Supplied data:

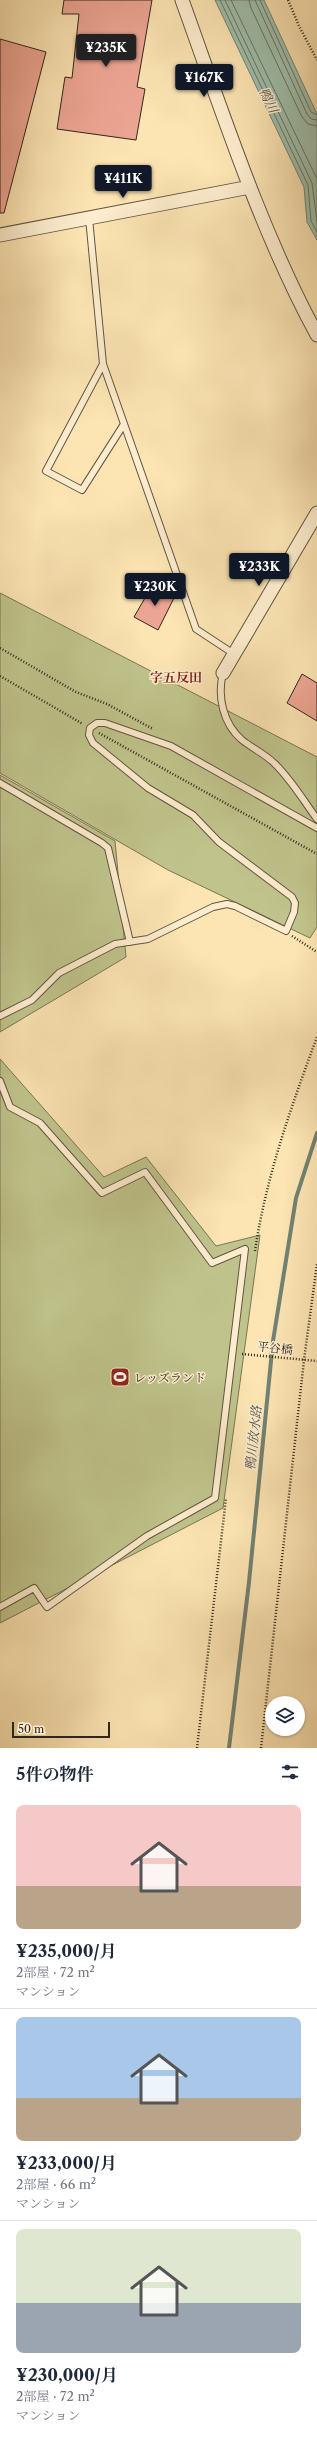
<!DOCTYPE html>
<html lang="ja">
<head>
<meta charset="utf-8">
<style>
	:root { --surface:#fff; --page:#f6f6f7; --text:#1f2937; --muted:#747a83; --line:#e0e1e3; --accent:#111827 }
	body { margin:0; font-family:"Libre Caslon Text","Noto Serif JP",serif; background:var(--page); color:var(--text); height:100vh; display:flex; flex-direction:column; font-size:15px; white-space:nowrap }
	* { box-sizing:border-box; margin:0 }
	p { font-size:13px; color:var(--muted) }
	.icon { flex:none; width:22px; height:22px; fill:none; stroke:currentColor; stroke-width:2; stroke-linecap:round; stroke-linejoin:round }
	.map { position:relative; height:1748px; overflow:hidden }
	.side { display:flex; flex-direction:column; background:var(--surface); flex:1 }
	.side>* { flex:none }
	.fabs { position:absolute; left:265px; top:1696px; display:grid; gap:8px }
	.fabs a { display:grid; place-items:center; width:40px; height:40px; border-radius:50%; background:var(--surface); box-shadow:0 1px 3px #0004; font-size:20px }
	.scale { position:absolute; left:12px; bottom:10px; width:98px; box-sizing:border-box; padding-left:4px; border:2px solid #2f271e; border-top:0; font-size:11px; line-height:14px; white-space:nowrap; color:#2f271e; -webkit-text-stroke:3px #fdedce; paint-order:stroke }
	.price { position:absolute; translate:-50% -34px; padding:0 9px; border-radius:4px; background:var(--accent); color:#fff; font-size:13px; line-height:26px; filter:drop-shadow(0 1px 2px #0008) }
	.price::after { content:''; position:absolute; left:50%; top:24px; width:12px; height:9px; margin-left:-6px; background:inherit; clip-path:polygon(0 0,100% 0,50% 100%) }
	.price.active { background:#222; color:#fff }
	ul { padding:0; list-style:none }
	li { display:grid; align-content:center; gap:8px; height:212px; padding:0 16px }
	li+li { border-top:1px solid var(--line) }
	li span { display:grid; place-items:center; height:124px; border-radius:8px; color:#555 }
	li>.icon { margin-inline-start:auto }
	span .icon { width:72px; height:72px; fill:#fffc; stroke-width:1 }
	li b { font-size:17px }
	h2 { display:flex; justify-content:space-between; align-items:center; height:48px; padding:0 16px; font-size:17px }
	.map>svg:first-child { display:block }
</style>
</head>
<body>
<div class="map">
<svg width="317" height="1748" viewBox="0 0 317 1748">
	<rect width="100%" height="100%" fill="#fce4b3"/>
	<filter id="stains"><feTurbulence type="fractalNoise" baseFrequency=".005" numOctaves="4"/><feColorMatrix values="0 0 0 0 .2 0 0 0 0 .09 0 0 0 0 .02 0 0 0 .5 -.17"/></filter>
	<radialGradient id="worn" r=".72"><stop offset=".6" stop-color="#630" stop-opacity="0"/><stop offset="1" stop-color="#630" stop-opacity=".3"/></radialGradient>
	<path fill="#c0c48c" stroke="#787655" d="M0,593l317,164v170l-7,11 -142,-68 -168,-97z
		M0,775l115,66 11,116 -126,75z
		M0,1059l104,118 42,-20 70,89 44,-11 -37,273 -223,115z"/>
	<path fill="#9fbfac" stroke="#728273" d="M215,0h49l53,114v126l-10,-18 -3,-35z"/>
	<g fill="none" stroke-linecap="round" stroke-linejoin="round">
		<path stroke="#677365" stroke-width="1" d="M220,0l88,185 3,36 6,11
			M225,0l87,183 5,38
			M231,0l86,179
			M249,0l2,8 51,109 6,7 9,2
			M255,0l52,114 4,5 6,1
			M260,0l51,112 6,3"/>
		<path stroke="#728273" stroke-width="4" d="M229,1748l20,-166 24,-241 23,-143 21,-65"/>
	</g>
	<path fill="#eda593" stroke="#2f271e" d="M64,0h88l-15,87 8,2 -9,51 -79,-11 8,-52 7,1 7,-64h-17z
		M0,39l46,13 -42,161h-4z
		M153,584l22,12 -17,34 -24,-13z
		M302,674l15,9v38l-30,-18z"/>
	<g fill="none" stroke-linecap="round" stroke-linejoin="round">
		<g stroke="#625643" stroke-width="8">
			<path id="service" d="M89,218l14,146 93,265 38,25
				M103,364l-57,107 36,19 42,-66
				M223,673c-6,23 0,51 19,67 10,8 23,14 32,23 17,16 29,37 43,56
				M0,783l102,60 6,5 22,94
				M0,1016l32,-16 27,-27 56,-29 33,-5 65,-32 14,-3 8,2 51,25 8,-19 1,-9 -3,-6 -73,-55 -26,-27 -45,-27 -55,-45 -4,-8 1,-7 7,-5h8l66,23 146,82
				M0,1081l10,26 30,16 62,70 43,-21 67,91 33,-14 -30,249 -68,38 -100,71 -13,-19 -34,19"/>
		</g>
		<g stroke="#625643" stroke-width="15">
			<path id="minor" d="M182,0c40,111 79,232 135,335
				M0,235l250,-48
				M223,673l94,-160"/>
		</g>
		<path stroke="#2f271e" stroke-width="2.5" stroke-dasharray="1 2" stroke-linecap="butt" d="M288,0l11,26 18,34
			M0,648l76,44 31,12 46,25
			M0,676l83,48
			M99,733l218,121
			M292,936l25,16
			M255,1251c11,-74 36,-144 62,-214
			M242,1354l75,7
			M197,1748l29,-250
			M261,1748l43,-388 13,-96"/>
		<use href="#service" stroke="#fdedce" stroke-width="6"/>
		<use href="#minor" stroke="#fdedce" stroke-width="13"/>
	</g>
	<defs>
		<g id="stadium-square" transform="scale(1)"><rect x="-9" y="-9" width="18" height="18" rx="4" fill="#8f2418" stroke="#fdedce"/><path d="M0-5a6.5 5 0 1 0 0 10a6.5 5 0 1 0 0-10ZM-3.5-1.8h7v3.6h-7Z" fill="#fff"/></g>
	</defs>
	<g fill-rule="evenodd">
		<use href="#stadium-square" x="120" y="1377"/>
	</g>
	<g text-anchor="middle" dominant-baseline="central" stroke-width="3" stroke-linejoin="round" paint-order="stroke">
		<g font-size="12" fill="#2f271e" stroke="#fdedce">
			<text transform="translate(275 1348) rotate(6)">平谷橋</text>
		</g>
		<g font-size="12" fill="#2f271e" stroke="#fdedce" text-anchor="start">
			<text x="134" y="1377">レッズランド</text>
		</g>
		<g font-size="13" font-style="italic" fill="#515549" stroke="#fdedce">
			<text transform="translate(269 100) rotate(64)">鴨川</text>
			<text transform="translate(253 1438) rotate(-84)">鴨川放水路</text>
		</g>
		<g font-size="13" font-weight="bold" fill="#7a1f14" stroke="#fdedce">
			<text x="176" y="677">字五反田</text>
		</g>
	</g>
	<rect width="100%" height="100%" filter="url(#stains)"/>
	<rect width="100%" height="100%" fill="url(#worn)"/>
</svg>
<div class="fabs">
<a><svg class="icon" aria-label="layers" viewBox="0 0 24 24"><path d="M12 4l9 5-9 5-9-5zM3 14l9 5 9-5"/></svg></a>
</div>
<div class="scale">50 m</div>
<b class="price active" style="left:106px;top:68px">¥235K</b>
<b class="price" style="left:204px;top:98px">¥167K</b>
<b class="price" style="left:123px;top:199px">¥411K</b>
<b class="price" style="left:259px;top:587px">¥233K</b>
<b class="price" style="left:155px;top:607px">¥230K</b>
</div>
<section class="side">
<h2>5件の物件<svg class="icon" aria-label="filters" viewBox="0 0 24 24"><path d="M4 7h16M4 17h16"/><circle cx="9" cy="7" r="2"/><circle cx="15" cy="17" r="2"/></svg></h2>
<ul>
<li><span style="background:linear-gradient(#f6c9c9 65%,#b9a48a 0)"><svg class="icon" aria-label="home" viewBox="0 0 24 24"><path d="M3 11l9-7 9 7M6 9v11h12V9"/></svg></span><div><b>¥235,000/月</b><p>2部屋 · 72 m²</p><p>マンション</p></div></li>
<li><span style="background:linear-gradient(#a9c7e8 65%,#b9a48a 0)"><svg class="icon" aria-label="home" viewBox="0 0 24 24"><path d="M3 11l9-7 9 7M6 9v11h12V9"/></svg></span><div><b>¥233,000/月</b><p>2部屋 · 66 m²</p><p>マンション</p></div></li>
<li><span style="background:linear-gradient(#dfe7d0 60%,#9aa5b1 0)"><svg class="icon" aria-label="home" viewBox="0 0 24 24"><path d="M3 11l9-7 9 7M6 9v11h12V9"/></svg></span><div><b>¥230,000/月</b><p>2部屋 · 72 m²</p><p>マンション</p></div></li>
</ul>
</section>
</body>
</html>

Prompt: Every line above that holds "body" should be copied out.

Response box:
	body { margin:0; font-family:"Libre Caslon Text","Noto Serif JP",serif; background:var(--page); color:var(--text); height:100vh; display:flex; flex-direction:column; font-size:15px; white-space:nowrap }
<body>
</body>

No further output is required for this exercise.